(Records for the task Opens)
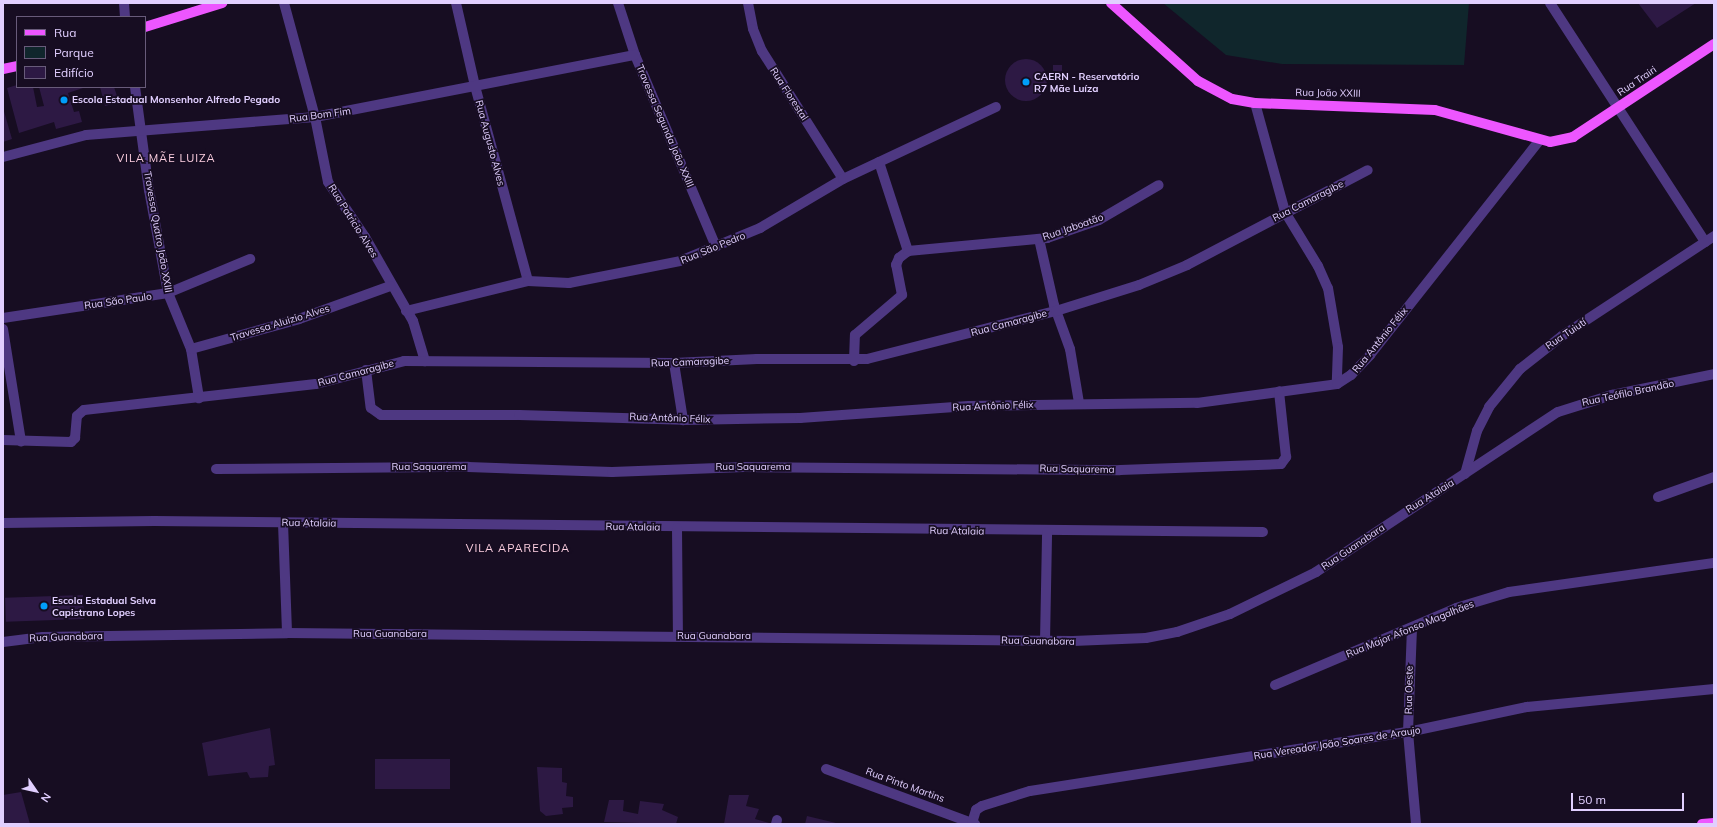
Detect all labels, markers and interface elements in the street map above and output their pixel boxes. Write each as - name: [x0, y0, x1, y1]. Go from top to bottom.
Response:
- legend: [16, 16, 146, 88]
- text: Rua: [54, 25, 76, 40]
- text: Parque: [54, 45, 94, 60]
- street label: Travessa Segunda João XXIII: [634, 63, 696, 189]
- street label: Rua Trairi: [1615, 64, 1659, 98]
- text: Edifício: [54, 65, 94, 80]
- street label: Rua Florestal: [767, 65, 811, 123]
- place label: CAERN - Reservatório R7 Mãe Luíza: [1034, 70, 1139, 94]
- marker: CAERN - Reservatório R7 Mãe Luíza: [1021, 77, 1031, 87]
- street label: Rua João XXIII: [1295, 86, 1361, 100]
- place label: Escola Estadual Monsenhor Alfredo Pegado: [72, 94, 280, 106]
- marker: Escola Estadual Monsenhor Alfredo Pegado: [59, 95, 69, 105]
- street label: Rua Augusto Alves: [473, 99, 507, 187]
- street label: Rua Bom Fim: [288, 105, 352, 125]
- district label: VILA MÃE LUIZA: [116, 151, 216, 165]
- street label: Travessa Quatro João XXIII: [141, 170, 175, 294]
- street label: Rua Camaragibe: [1270, 178, 1346, 224]
- street label: Rua Patricio Alves: [326, 182, 380, 260]
- street label: Rua Jaboatão: [1041, 211, 1105, 243]
- street label: Rua São Pedro: [679, 230, 747, 266]
- street label: Rua São Paulo: [84, 290, 152, 312]
- street label: Travessa Aluizio Alves: [229, 302, 331, 344]
- street label: Rua Antônio Félix: [1350, 305, 1410, 375]
- street label: Rua Camaragibe: [970, 307, 1048, 339]
- street label: Rua Tuiutí: [1543, 316, 1589, 352]
- street label: Rua Camaragibe: [651, 355, 729, 369]
- street label: Rua Camaragibe: [317, 357, 395, 389]
- street label: Rua Teófilo Brandão: [1581, 377, 1675, 409]
- street label: Rua Antônio Félix: [952, 399, 1034, 413]
- street label: Rua Antônio Félix: [629, 411, 711, 425]
- street label: Rua Saquarema: [391, 461, 467, 473]
- street label: Rua Saquarema: [715, 461, 791, 473]
- street label: Rua Saquarema: [1039, 462, 1115, 476]
- street label: Rua Atalaia: [1404, 476, 1456, 516]
- street label: Rua Atalaia: [282, 517, 336, 529]
- street label: Rua Atalaia: [606, 521, 660, 533]
- street label: Rua Guanabara: [1319, 521, 1387, 573]
- street label: Rua Atalaia: [930, 525, 984, 537]
- district label: VILA APARECIDA: [466, 541, 570, 555]
- place label: Escola Estadual Selva Capistrano Lopes: [52, 594, 156, 618]
- street label: Rua Major Afonso Magalhães: [1344, 598, 1476, 660]
- marker: Escola Estadual Selva Capistrano Lopes: [39, 601, 49, 611]
- street label: Rua Guanabara: [353, 628, 427, 640]
- street label: Rua Guanabara: [29, 630, 103, 644]
- street label: Rua Guanabara: [677, 630, 751, 642]
- street label: Rua Guanabara: [1001, 634, 1075, 648]
- street label: Rua Oeste: [1403, 666, 1415, 714]
- street label: Rua Vereador João Soares de Araujo: [1253, 724, 1421, 762]
- street label: Rua Pinto Martins: [864, 765, 946, 805]
- north arrow: [16, 771, 56, 811]
- scale bar: [1573, 785, 1686, 811]
- text: N: [38, 790, 54, 805]
- text: 50 m: [1578, 792, 1606, 807]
(Records for the task Closes)
> Task details: The expected output is the full data above, reproduced exactly with no images.

> Exercise solution:
Detect all labels, markers and interface elements in the street map above and output their pixel boxes. Write each as - name: [x0, y0, x1, y1]. Go from top to bottom.
Response:
- legend: [16, 16, 146, 88]
- text: Rua: [54, 25, 76, 40]
- text: Parque: [54, 45, 94, 60]
- street label: Travessa Segunda João XXIII: [634, 63, 696, 189]
- street label: Rua Trairi: [1615, 64, 1659, 98]
- text: Edifício: [54, 65, 94, 80]
- street label: Rua Florestal: [767, 65, 811, 123]
- place label: CAERN - Reservatório R7 Mãe Luíza: [1034, 70, 1139, 94]
- marker: CAERN - Reservatório R7 Mãe Luíza: [1021, 77, 1031, 87]
- street label: Rua João XXIII: [1295, 86, 1361, 100]
- place label: Escola Estadual Monsenhor Alfredo Pegado: [72, 94, 280, 106]
- marker: Escola Estadual Monsenhor Alfredo Pegado: [59, 95, 69, 105]
- street label: Rua Augusto Alves: [473, 99, 507, 187]
- street label: Rua Bom Fim: [288, 105, 352, 125]
- district label: VILA MÃE LUIZA: [116, 151, 216, 165]
- street label: Travessa Quatro João XXIII: [141, 170, 175, 294]
- street label: Rua Camaragibe: [1270, 178, 1346, 224]
- street label: Rua Patricio Alves: [326, 182, 380, 260]
- street label: Rua Jaboatão: [1041, 211, 1105, 243]
- street label: Rua São Pedro: [679, 230, 747, 266]
- street label: Rua São Paulo: [84, 290, 152, 312]
- street label: Travessa Aluizio Alves: [229, 302, 331, 344]
- street label: Rua Antônio Félix: [1350, 305, 1410, 375]
- street label: Rua Camaragibe: [970, 307, 1048, 339]
- street label: Rua Tuiutí: [1543, 316, 1589, 352]
- street label: Rua Camaragibe: [651, 355, 729, 369]
- street label: Rua Camaragibe: [317, 357, 395, 389]
- street label: Rua Teófilo Brandão: [1581, 377, 1675, 409]
- street label: Rua Antônio Félix: [952, 399, 1034, 413]
- street label: Rua Antônio Félix: [629, 411, 711, 425]
- street label: Rua Saquarema: [391, 461, 467, 473]
- street label: Rua Saquarema: [715, 461, 791, 473]
- street label: Rua Saquarema: [1039, 462, 1115, 476]
- street label: Rua Atalaia: [1404, 476, 1456, 516]
- street label: Rua Atalaia: [282, 517, 336, 529]
- street label: Rua Atalaia: [606, 521, 660, 533]
- street label: Rua Guanabara: [1319, 521, 1387, 573]
- street label: Rua Atalaia: [930, 525, 984, 537]
- district label: VILA APARECIDA: [466, 541, 570, 555]
- place label: Escola Estadual Selva Capistrano Lopes: [52, 594, 156, 618]
- street label: Rua Major Afonso Magalhães: [1344, 598, 1476, 660]
- marker: Escola Estadual Selva Capistrano Lopes: [39, 601, 49, 611]
- street label: Rua Guanabara: [353, 628, 427, 640]
- street label: Rua Guanabara: [29, 630, 103, 644]
- street label: Rua Guanabara: [677, 630, 751, 642]
- street label: Rua Guanabara: [1001, 634, 1075, 648]
- street label: Rua Oeste: [1403, 666, 1415, 714]
- street label: Rua Vereador João Soares de Araujo: [1253, 724, 1421, 762]
- street label: Rua Pinto Martins: [864, 765, 946, 805]
- north arrow: [16, 771, 56, 811]
- scale bar: [1573, 785, 1686, 811]
- text: N: [38, 790, 54, 805]
- text: 50 m: [1578, 792, 1606, 807]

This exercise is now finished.